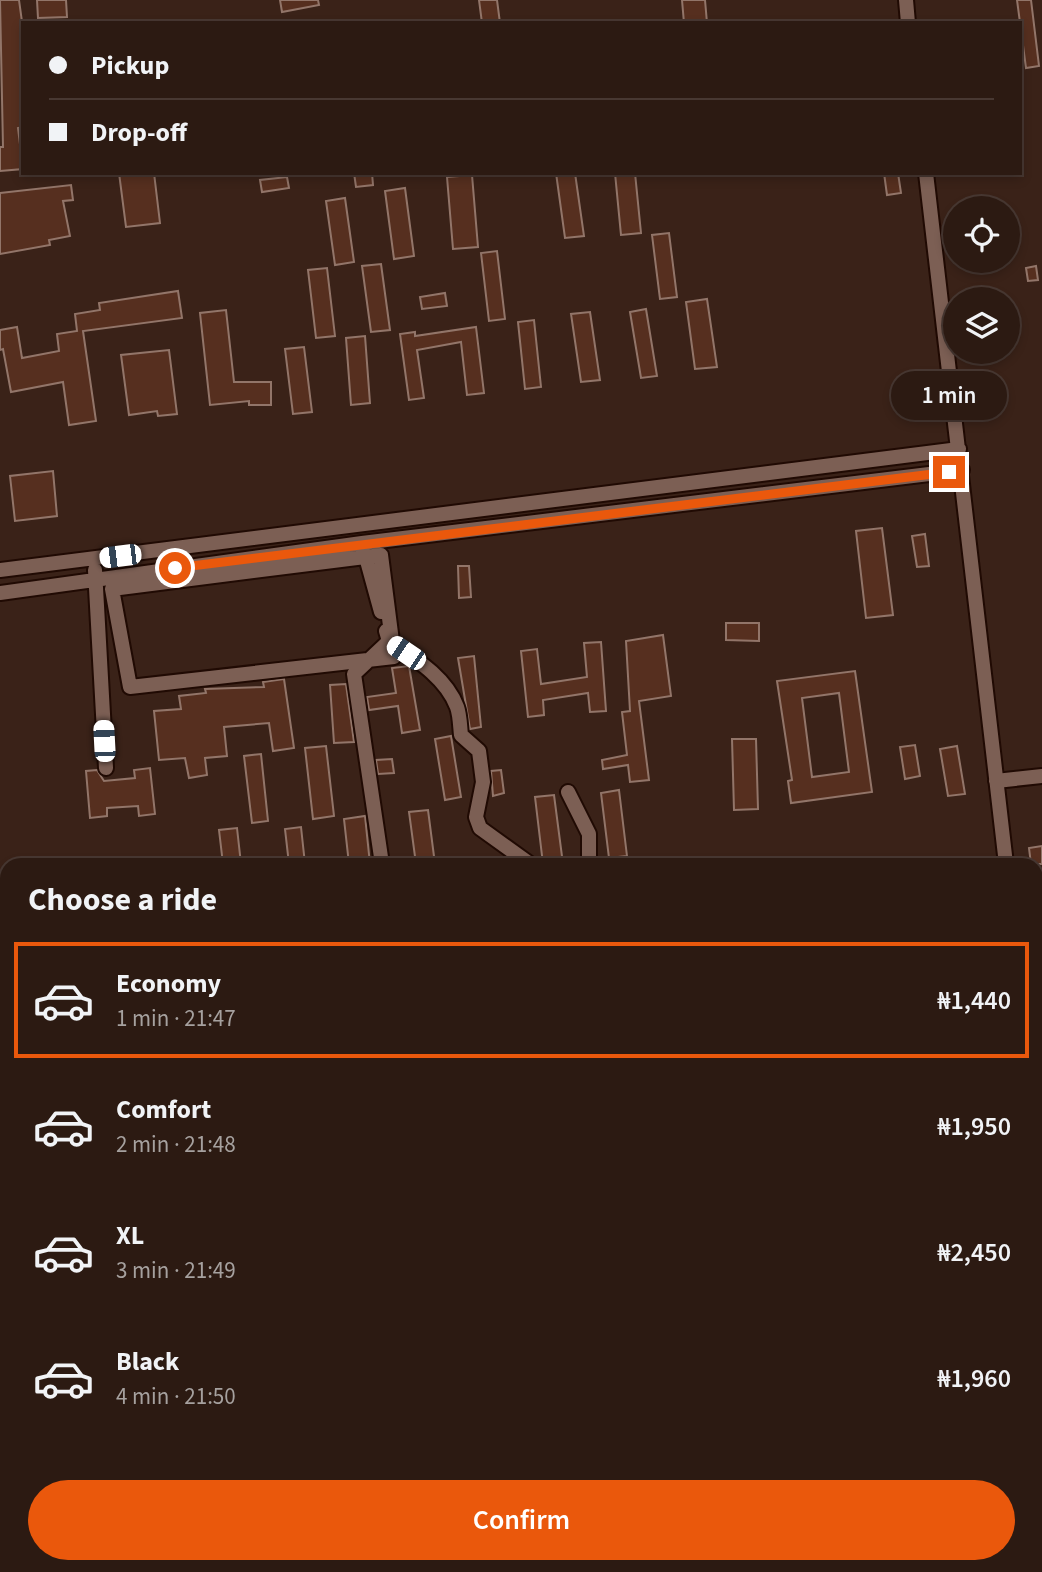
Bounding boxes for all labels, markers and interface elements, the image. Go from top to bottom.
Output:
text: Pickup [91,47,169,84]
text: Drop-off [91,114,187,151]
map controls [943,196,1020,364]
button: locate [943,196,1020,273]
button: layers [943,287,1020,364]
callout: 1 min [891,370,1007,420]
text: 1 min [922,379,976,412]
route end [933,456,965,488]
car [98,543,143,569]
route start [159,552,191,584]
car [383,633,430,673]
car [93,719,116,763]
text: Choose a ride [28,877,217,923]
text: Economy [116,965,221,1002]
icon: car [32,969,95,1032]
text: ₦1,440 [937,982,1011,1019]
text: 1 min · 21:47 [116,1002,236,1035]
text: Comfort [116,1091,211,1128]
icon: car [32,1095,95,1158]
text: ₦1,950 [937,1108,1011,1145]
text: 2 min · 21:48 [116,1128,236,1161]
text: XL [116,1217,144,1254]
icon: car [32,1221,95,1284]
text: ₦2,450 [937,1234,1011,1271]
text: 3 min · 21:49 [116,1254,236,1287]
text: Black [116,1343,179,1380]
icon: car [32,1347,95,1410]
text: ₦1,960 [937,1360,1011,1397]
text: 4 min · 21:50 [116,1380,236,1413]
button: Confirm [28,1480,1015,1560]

WHAT IS BEING ASKED
For the data above, return an exact copy that contains no pictures.

TASK OUTPUT
Bounding boxes for all labels, markers and interface elements, the image. Go from top to bottom.
Output:
text: Pickup [91,47,169,84]
text: Drop-off [91,114,187,151]
map controls [943,196,1020,364]
button: locate [943,196,1020,273]
button: layers [943,287,1020,364]
callout: 1 min [891,370,1007,420]
text: 1 min [922,379,976,412]
route end [933,456,965,488]
car [98,543,143,569]
route start [159,552,191,584]
car [383,633,430,673]
car [93,719,116,763]
text: Choose a ride [28,877,217,923]
text: Economy [116,965,221,1002]
icon: car [32,969,95,1032]
text: ₦1,440 [937,982,1011,1019]
text: 1 min · 21:47 [116,1002,236,1035]
text: Comfort [116,1091,211,1128]
icon: car [32,1095,95,1158]
text: ₦1,950 [937,1108,1011,1145]
text: 2 min · 21:48 [116,1128,236,1161]
text: XL [116,1217,144,1254]
icon: car [32,1221,95,1284]
text: ₦2,450 [937,1234,1011,1271]
text: 3 min · 21:49 [116,1254,236,1287]
text: Black [116,1343,179,1380]
icon: car [32,1347,95,1410]
text: ₦1,960 [937,1360,1011,1397]
text: 4 min · 21:50 [116,1380,236,1413]
button: Confirm [28,1480,1015,1560]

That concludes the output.